Archive for May, 2010|Monthly archive page

Re-design: Costco Checkout

Even though we don’t buy that many things in bulk, my wife and I love Costco. The one part that stinks is checking out.

Checkout at Costco is like sitting in a traffic jam, especially on Saturday morning. Costco employees try to check people out quickly, but most people have large carts filled with a lot of items.

Recently, I realized our local grocery stores and libraries have electronic self-checkout, but Costco does not. In fact, the local library is only self-checkout now.

The library, in fact, uses RFID instead of barcode scanners. With RFID, each book has a small, embedded sensor. Instead of scanning each book, you simply stack all your books on top of the checkout stand, and the computer immediately recognizes all the books you have.

Imagine a Costco with RFID. Instead of having to lift each of your items onto the conveyor belt (and then have the cashier put them back into your cart), you simply push your full cart past a sensor, and the computer tallies the items and recognizes the new RFID member card (included in your $50 annual membership) in your pocket. You pay the cashier and take your cart out to the car.

RFID technology is a little too expensive to put a sensor on every individual can of soda and pack of gum, but RFID has been used for years to track large palettes of product as they’re shipped on ships, trains, and trucks.

Since Costco deals mostly in bulk items (large cases of soda instead of six-packs), perhaps the economics of RFID can work for them.

Scrabble Misses the Boat…Again

Hasbro, the makers of Scrabble, one of the most beloved board games of the last century has missed the boat twice on social gaming online.

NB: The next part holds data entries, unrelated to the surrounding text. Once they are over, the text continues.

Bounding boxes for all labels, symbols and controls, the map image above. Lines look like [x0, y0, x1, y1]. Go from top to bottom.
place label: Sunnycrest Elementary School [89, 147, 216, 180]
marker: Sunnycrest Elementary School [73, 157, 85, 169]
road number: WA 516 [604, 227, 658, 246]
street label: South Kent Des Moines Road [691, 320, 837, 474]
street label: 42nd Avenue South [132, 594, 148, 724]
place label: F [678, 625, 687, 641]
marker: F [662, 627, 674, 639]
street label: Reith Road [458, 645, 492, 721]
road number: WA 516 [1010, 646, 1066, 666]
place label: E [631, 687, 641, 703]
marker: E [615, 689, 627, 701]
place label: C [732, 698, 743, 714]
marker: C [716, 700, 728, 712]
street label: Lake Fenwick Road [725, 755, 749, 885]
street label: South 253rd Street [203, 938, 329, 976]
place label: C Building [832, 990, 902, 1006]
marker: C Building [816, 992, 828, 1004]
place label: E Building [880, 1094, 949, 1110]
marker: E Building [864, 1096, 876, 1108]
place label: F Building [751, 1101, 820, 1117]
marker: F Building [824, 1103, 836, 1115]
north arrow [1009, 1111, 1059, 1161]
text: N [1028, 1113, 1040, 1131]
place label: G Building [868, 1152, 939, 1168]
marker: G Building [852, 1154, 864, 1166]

First, they sued and killed Scrabulous, which let you play Scrabble with your Facebook friends. Now, Words with Friends lets you (and John Mayer) play a Scrabble-like game with friends and relatives across the world on your iPhone.

Board games help bring people together. With the Internet, you no longer have to be in the same room as your friends and relatives to play. What are the folks at Hasbro doing? How many other classic games can be brought onto new platforms like Facebook and iPhone?

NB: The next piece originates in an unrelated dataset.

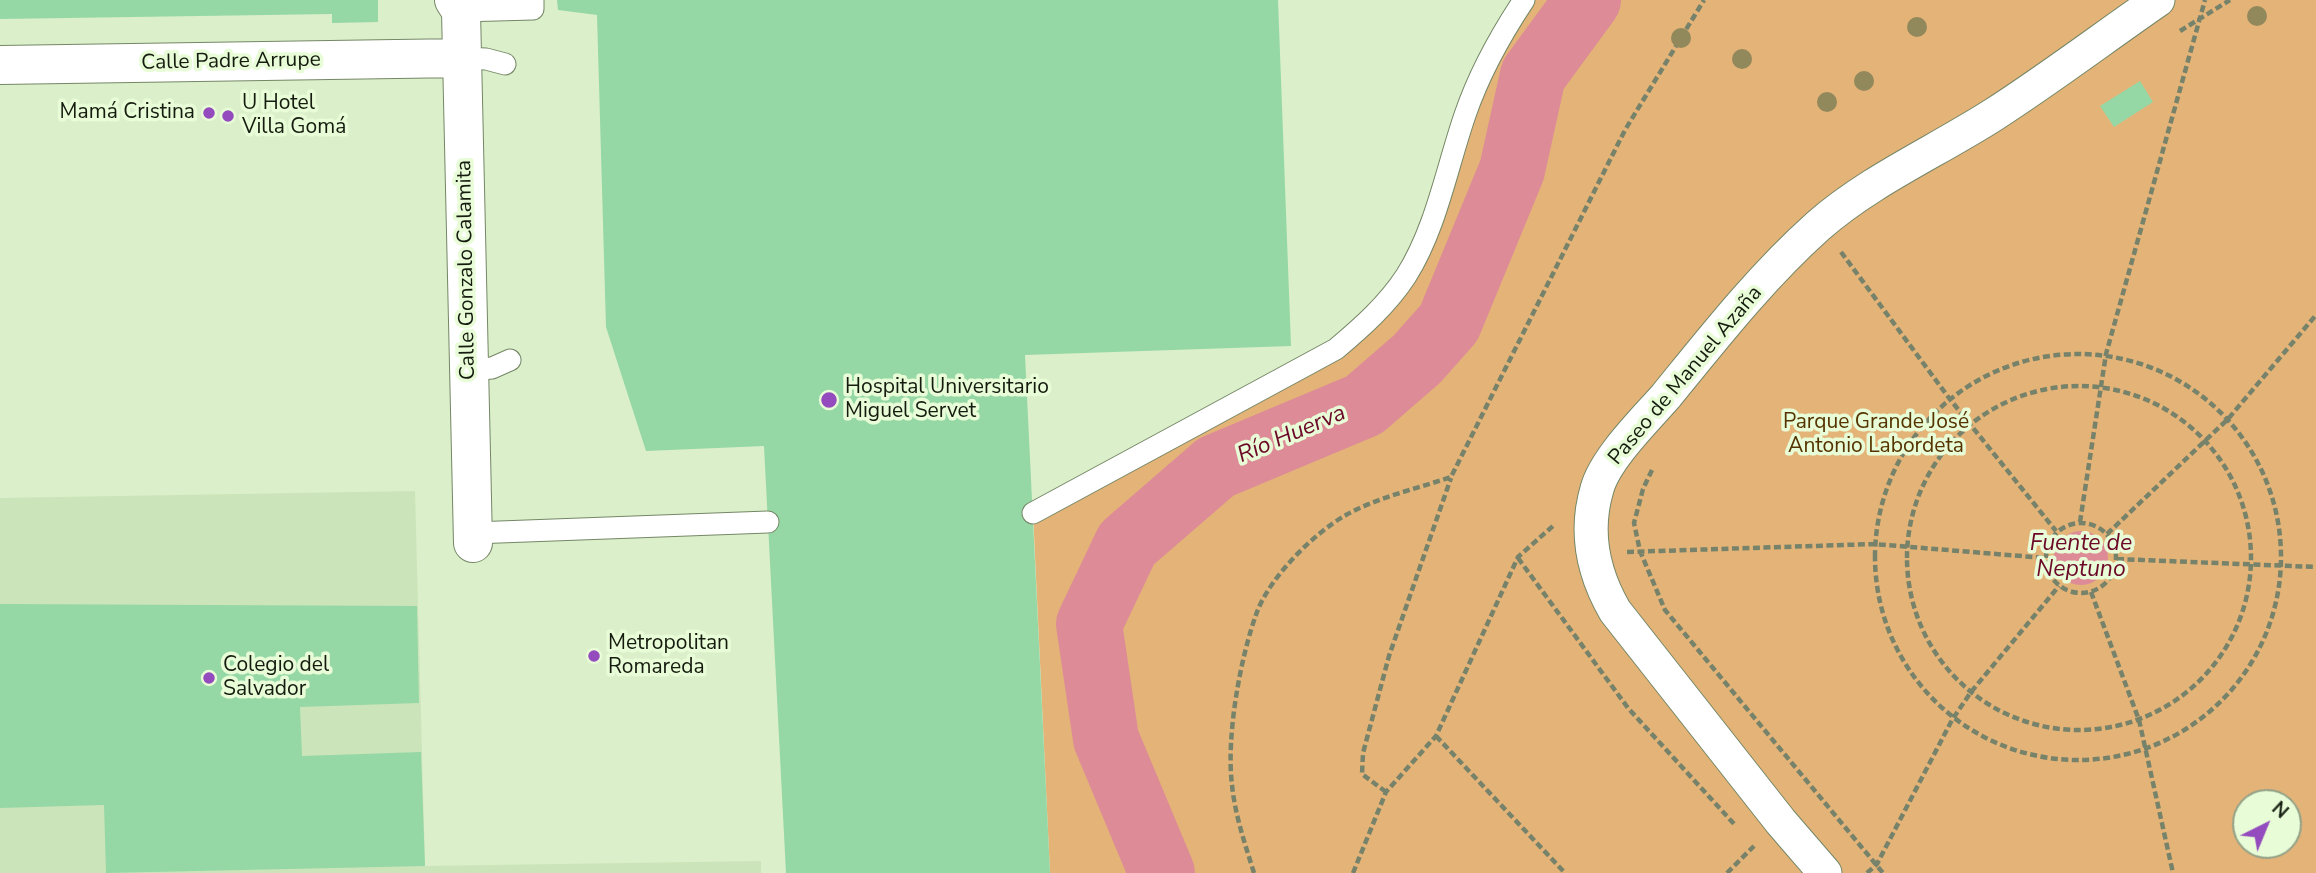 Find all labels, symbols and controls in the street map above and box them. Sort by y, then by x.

Three Questions Every Company Should Regularly Ask

1. What can we do this week to delight some of our best customers?

2. How can we improve our customer touch points?

3. What can we do to stand out more from the crowd?

Google’s Data-driven Redesign

Old and New: Google tested the shade of its logo and whether to use a drop-shadow.

Earlier this month, Google made a dramatic change to the design of their search results pages.

Design is always an iterative process with multiple prototypes and revisions. Usually, selecting which prototypes to use is done by an expert designer. But at Google, the users decided.

In a blog post detailing the re-design, Google explained that Google designers came up with different options, and then they tried each out to see which was the best. In the past, Google has tested small things like what shade of blue to use for link color. (If you’d like to run similar experiments on your site, you can use Google’s free Website Optimizer tool.)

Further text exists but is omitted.